Ci sentiamo più spossati, stressati e fatichiamo a concentrarci

Ciò che salta subito all’occhio dopo aver smesso o ridotto l’assunzione di carboidrati è la rapida e quasi miracolosa perdita di peso: dato che gli zuccheri tendono a fermentare nell’intestino facendoci sentire più gonfi, se li sostituiamo con più fibre il risultato sarà diametralmente opposto.

In verità, poiché il corpo li immagazzina sotto forma di glicogeno, smettendo di mangiare pane e pasta perderemmo più acqua che grasso. Per ogni grammo di carboidrato, infatti, accumuliamo almeno il triplo del suo peso in acqua. Dunque perdendo grammi, perdiamo liquidi.
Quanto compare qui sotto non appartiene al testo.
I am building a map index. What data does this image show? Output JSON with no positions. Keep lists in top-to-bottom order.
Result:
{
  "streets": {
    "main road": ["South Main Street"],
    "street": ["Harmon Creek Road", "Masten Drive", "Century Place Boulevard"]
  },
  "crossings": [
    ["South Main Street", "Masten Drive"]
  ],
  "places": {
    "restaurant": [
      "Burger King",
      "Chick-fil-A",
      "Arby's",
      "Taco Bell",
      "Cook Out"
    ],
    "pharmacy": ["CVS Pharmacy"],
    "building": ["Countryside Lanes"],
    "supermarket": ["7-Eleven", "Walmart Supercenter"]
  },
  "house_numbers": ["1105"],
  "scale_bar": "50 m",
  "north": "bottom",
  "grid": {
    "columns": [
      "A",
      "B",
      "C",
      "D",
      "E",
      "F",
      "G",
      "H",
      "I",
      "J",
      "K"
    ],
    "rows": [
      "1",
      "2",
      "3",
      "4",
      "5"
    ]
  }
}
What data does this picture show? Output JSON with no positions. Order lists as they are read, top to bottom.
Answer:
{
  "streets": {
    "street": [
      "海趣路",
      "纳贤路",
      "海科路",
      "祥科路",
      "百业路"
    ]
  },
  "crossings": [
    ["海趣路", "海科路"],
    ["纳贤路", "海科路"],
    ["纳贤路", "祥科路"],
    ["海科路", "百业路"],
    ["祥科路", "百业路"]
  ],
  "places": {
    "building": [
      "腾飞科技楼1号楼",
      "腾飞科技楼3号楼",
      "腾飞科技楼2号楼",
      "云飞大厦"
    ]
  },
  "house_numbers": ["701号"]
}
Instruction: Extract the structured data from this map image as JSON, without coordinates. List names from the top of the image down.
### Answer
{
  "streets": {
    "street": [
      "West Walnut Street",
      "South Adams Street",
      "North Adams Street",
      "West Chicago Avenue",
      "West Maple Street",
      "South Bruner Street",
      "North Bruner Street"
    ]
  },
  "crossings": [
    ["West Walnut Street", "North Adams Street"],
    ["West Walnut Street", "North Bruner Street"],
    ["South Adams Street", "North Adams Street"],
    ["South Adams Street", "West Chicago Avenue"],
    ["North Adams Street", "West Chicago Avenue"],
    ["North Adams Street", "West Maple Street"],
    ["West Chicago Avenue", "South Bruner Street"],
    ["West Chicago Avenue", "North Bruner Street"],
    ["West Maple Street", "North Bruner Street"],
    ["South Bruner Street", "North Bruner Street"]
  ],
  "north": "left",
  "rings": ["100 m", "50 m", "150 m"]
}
Essendo la nostra principale fonte di energia, una loro carenza ci rende spossati e poco concentrati, perché a soffrirne è in primis il nostro cervello. Ed ecco che insorgono debolezza, vertigini, nausea, insonnia e sintomi affini, facendoci sentire come se avessimo l’influenza. Di conseguenza calano le nostre prestazioni, poiché il nostro organismo deve ricorrere a riserve metaboliche non immediatamente disponibili. Non mangiarli ci rende anche più stressati e lunatici, in quanto inducono la sintesi della serotonina, il neurotrasmettitore della tranquillità e serenità.

Meglio alternarli ai carboidrati integrali

I carboidrati, secondo un recente studio, attivano i centri di dipendenza del cervello che ci spingono a volerne sempre di più. È per questo che ci sembra di non poterne mai fare a meno, ed eliminarli si rivelerebbe un sacrificio oltre che un grosso errore.

Come già sappiamo, innalzano ovviamente i livelli di zucchero nel sangue, perciò, invece di abolirli senza mezzi termini, potrebbe essere più facile e meno pericoloso ricorrere talvolta a quelli integrali: hanno un assorbimento più lento e limitano determinati picchi di glicemia, abbassando anche il colesterolo e proteggendoci maggiormente dalle malattie cardiovascolari. Una via di mezzo è sempre la soluzione migliore in tutto. I carboidrati dovrebbero costituire tra il 45 e il 60% delle calorie totali della giornata, integrali ma non solo, assumerli è quindi importantissimo.

Ovviamente i carboidrati, soprattutto pane e pasta, vanno sempre considerati come parte integrante di una dieta varia ed equilibrata, comprensiva di tutto, senza esagerare nell’uno o nell’altro verso.

Se desideriamo perdere qualche chilo, pratichiamo piuttosto una maggiore attività fisica: la corsa, il nuoto, qualsiasi altro sport e persino camminare o andare in bicicletta può andar bene.

Consumiamo più frutta e verdura, ma non aboliamo mai i carboidrati. Sarebbe come togliere il carburante a un’auto. Se vogliamo diminuirne le quantità, facciamolo sotto controllo medico per garantire comunque al nostro organismo il giusto apporto quotidiano. I più esperti suggeriscono di mangiare almeno una porzione di pasta al giorno, meglio se cotta al dente, poiché risulta più digeribile. 80 grammi sono sufficienti per la pasta di semola, 120 grammi invece per la pasta all’uovo. Per quanto riguarda il pane, invece, è possibile arrivare senza particolari problemi a 150 – 200 grammi al giorno, da ridurre all’occorrenza se mangiamo più o meno pasta.